Plans to take hundreds of thousands of pounds of tax revenues from West Norfolk to help pay the Lynn incinerator compensation bill have been shelved – for now.
The U-turn was signalled ahead of a meeting of Norfolk County Council today where plans for how the final bill for exiting the contract with Cory Wheelabrator will be paid are set to be discussed.
But County Hall officials have warned that the current arrangements may well need to be changed in future years.
And the authority’s leadership has been accused of missing a golden opprtunity to reduce the financial burden by selling the Saddlebow site to West Norfolk Council.
As previously reported, county officers had been considering keeping around £1 million of the council tax receipts from second homes, which would normally be returned to district councils, to help pay the estimated £33.7 million compensation bill.
But that provoked a furious reaction from district council leaders, who accused the county of trying to make them pay for a contract they had not signed.
In a report to today’s meeting, published on Friday, Peter Timmins, the county council’s interim head of finance, said the new plan would mean the county met the whole of the compensation payment.
But he added: “Given the stark funding position for the next few years, the authority will need to build on the very constructive discussions of the past few days, and work collaboratively with district partners to consider the proposals signalled in this year’s budget to change the current arrangements for 2015/16 and 2016/17.”
At present, around half of the council tax collected from second homes in West Norfolk, around £1.5 million per year, is retained by the borough council.
Under the new proposals, a total of £2.15 million will be taken from reserves, savings made from new waste service arrangements and a further £500,000 contributionby the council-owned Norse group.
But independent group leader Alexandra Kemp, whose Clenchwarton and Lynn South division includes the incinerator site, claimed the council’s outgoing cabinet had “flunked” the chance to sell the site to the borough council by deferring the issue at its final meeting last week.
The proposal is now expected to be looked at by the new environment and policy and resources committees when they meet for the first time next month.
But supporters of the sale idea maintain that it would help to rebuild trust between West Norfolk and the county council, while also helping to meet the financial burden left behind by the termination of the contract.
And Miss Kemp said: “This fudge won’t help the county council rebuild the trust it so desperately needs.

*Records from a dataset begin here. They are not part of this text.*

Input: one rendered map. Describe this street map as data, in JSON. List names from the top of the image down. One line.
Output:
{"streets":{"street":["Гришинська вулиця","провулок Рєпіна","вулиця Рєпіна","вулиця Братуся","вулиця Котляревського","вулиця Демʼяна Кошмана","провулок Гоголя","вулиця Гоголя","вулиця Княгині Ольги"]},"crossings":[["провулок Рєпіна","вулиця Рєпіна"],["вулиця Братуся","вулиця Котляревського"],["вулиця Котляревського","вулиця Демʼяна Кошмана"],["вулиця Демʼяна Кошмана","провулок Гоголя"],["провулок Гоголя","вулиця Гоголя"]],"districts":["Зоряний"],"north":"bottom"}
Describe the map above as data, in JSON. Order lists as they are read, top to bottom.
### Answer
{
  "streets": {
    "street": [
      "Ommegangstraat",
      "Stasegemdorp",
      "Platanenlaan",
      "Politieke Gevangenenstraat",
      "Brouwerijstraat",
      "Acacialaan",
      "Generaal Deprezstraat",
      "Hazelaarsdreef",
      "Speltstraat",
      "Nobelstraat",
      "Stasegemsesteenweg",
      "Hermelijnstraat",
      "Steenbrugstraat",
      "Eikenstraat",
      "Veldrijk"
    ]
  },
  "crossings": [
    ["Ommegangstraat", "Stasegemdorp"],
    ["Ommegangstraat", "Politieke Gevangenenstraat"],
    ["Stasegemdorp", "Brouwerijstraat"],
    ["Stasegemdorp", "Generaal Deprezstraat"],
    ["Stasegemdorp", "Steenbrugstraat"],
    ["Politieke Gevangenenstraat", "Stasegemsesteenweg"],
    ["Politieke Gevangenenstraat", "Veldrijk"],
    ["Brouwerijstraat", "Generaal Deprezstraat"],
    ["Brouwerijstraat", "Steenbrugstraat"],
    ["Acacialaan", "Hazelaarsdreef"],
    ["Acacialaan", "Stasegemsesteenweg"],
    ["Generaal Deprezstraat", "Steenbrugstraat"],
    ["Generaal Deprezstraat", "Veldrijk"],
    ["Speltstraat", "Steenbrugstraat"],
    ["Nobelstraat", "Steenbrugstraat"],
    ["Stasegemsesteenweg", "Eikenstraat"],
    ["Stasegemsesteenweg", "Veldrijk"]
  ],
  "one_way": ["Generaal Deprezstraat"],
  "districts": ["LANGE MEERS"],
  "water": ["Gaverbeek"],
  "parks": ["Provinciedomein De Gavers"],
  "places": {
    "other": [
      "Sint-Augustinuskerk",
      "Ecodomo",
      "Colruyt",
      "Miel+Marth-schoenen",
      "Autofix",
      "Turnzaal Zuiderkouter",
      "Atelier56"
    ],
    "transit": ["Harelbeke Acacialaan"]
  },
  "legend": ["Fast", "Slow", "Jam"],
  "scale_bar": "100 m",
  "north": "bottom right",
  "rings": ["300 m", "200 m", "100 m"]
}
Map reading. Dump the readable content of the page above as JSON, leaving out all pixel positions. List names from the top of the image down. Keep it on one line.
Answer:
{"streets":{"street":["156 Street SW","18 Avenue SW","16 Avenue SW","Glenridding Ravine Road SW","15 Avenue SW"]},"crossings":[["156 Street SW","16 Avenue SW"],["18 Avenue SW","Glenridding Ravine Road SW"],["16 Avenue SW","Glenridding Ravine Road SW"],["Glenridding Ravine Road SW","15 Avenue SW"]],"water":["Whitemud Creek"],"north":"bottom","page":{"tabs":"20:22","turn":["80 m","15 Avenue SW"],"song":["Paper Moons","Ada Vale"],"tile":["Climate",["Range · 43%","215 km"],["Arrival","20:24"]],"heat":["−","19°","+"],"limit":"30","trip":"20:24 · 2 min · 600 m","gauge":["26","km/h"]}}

There is a long, long way to go.”
Meanwhile, Stephen Revell, the man appointed to lead an inquiry into the incinerator saga, has set out the terms of reference for the investigation.
The inquiry will look at all relevant political and technical issues, including the role of councillors, why the full council was not consulted before the contract was signed and outside political influences.
Anyone wishing to take part in the inquiry has until June 19 to submit any evidence.